Robert Moro is a Senior Researcher at Kempelen Institute of Intelligent Technologies (KInIT) and a co-supervisor of Santiago de Leon-Martinez. He previously worked as an Assistant Professor at Slovak University of Technology in Bratislava for 3 years where he taught several courses and was a part of User Experience and Interaction Research Center. In his research on user modeling, he applied eye tracking and other modalities (e.g., mouse tracking) to model user traits or confusion.

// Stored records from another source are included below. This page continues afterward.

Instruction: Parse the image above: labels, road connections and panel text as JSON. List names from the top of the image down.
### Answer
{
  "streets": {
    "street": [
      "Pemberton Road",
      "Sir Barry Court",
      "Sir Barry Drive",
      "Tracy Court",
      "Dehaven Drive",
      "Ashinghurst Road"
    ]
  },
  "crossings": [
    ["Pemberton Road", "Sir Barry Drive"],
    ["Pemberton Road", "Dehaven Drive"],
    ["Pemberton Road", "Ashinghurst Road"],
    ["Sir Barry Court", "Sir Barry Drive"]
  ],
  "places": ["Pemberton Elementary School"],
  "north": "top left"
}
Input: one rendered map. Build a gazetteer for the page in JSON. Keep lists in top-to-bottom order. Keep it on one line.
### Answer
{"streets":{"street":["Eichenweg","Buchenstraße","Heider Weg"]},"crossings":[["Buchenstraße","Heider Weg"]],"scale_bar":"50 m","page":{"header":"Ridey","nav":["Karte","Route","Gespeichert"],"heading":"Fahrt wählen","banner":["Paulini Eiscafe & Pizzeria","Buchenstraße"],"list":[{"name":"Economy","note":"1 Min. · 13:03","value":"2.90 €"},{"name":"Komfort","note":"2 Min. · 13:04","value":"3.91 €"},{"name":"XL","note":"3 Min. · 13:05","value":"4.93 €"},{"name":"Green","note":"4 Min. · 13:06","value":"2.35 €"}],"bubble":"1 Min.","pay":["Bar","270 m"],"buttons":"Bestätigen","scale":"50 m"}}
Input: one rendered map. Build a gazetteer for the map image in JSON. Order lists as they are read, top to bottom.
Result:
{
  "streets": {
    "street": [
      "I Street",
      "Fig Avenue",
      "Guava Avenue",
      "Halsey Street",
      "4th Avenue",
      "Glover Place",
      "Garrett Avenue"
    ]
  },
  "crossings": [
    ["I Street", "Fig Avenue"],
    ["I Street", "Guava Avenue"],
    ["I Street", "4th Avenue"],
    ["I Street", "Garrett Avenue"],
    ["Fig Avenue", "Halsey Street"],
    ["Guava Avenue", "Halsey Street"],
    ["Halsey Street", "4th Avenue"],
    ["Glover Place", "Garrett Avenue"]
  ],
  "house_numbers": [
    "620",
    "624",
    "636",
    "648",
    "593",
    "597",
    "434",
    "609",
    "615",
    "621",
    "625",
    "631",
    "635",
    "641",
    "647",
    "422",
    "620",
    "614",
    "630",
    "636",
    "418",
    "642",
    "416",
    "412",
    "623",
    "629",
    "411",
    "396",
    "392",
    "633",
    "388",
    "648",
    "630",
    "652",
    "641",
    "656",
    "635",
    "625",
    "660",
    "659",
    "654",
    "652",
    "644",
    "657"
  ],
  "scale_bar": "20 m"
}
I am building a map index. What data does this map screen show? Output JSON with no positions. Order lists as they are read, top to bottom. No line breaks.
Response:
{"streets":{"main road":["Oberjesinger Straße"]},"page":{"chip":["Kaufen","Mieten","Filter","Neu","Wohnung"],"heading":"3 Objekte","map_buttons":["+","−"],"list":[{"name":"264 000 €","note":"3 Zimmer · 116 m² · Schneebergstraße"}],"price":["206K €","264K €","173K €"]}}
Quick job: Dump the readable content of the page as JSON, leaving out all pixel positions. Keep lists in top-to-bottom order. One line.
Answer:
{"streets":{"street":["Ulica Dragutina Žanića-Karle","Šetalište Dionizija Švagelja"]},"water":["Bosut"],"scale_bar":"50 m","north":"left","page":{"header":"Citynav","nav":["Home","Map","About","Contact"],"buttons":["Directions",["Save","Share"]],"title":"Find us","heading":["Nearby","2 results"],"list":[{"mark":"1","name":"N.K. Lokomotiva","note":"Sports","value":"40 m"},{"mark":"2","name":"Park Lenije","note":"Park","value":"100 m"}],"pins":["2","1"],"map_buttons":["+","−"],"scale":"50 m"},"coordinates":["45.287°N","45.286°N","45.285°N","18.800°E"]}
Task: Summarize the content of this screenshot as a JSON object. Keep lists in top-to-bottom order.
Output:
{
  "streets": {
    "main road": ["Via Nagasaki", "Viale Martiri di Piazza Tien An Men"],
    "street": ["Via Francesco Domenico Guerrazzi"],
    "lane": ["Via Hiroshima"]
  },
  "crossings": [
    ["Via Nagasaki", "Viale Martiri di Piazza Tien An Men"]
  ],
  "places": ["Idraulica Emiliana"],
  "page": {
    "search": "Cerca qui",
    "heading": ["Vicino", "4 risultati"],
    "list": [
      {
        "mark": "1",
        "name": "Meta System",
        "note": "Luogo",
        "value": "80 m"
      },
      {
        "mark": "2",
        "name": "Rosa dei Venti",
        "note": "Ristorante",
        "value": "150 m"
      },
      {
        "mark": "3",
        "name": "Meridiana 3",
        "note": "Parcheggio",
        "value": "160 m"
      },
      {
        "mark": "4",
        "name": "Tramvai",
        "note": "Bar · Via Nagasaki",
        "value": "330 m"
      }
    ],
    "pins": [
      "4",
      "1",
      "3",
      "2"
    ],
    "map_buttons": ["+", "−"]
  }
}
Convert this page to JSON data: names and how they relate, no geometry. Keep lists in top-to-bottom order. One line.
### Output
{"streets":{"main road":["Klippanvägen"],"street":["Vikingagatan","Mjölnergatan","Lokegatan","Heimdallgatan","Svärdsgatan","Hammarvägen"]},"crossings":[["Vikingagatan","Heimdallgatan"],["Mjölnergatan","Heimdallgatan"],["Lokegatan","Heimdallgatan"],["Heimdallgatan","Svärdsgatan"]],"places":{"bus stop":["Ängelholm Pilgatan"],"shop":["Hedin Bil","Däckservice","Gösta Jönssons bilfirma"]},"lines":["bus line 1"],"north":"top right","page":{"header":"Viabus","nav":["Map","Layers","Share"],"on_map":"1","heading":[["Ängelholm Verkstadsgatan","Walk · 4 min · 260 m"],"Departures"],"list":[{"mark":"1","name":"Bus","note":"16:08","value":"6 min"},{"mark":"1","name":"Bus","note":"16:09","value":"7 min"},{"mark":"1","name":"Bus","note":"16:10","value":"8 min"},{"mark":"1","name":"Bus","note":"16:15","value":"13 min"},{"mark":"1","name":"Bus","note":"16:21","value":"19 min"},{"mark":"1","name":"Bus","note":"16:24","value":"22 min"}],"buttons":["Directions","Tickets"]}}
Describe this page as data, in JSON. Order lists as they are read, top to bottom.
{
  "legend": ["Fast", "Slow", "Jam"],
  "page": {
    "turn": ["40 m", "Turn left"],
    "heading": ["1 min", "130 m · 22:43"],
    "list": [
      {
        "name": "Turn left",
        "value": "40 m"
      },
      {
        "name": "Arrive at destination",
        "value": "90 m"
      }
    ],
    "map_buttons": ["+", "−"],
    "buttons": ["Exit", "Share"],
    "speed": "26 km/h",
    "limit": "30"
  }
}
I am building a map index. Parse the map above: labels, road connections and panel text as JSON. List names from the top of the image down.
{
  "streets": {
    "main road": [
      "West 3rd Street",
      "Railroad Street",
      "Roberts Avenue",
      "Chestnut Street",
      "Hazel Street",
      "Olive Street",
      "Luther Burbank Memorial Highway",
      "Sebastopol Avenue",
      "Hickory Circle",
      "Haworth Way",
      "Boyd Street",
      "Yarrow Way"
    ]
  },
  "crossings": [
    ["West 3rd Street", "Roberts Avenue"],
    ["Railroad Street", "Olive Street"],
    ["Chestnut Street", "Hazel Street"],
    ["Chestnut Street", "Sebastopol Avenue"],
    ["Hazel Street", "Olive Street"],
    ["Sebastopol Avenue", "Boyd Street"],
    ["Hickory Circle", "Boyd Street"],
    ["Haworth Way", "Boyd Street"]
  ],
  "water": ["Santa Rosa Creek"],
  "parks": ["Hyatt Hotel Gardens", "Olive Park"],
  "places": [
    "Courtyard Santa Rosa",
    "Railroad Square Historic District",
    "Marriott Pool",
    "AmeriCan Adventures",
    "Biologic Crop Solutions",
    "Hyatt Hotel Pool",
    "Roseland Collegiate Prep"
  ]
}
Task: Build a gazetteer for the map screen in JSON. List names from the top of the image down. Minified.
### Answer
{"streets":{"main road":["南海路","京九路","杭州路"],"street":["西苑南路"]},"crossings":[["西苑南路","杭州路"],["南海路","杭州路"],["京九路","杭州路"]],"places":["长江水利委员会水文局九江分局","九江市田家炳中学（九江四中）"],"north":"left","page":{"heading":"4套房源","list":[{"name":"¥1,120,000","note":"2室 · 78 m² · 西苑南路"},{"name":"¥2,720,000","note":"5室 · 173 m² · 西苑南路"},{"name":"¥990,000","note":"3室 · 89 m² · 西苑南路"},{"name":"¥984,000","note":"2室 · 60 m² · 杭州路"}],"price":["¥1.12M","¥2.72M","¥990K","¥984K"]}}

He has also co-authored a paper on auditing recommender systems that has been awarded the Best Paper award at RecSys 2021. He has presented his work at multiple conferences (including UMAP, IJCAI, EMNLP).


Peter Brusilovsky has been teaching multiple graduate courses over his 25 years as a Professor at the University of Pittsburgh, including “Interactive Systems Design” and “Adaptive Information Systems”. He was a presenter of many relevant tutorials at such conferences as WWW, ACM Hypertext, Adaptive Hypermedia, and User Modeling. Most recently, he presented a tutorial on User Control in Adaptive Information Access at ACM UMAP 2022. He is the supervisor of Behnam Rahdari and has authored several relevant publications in this area.
https://sites.pitt.edu/~peterb/


Maria Bielikova has taught many courses over more than 20 years as a professor at the Slovak University of Technology and given many invited talks. Additionally, she led the personalized web research group (PeWe) and was the director of the User Experience and Interaction Center. She co-funded and currently leads the Kempelen Institute of Intelligent Technologies. She was recently a general co-chair for RecSys 2025 and general co-chair for UMAP 2017. She was the supervisor of Robert Moro, currently is the supervisor of Santiago de Leon and she is a co-author of several relevant publications in this area.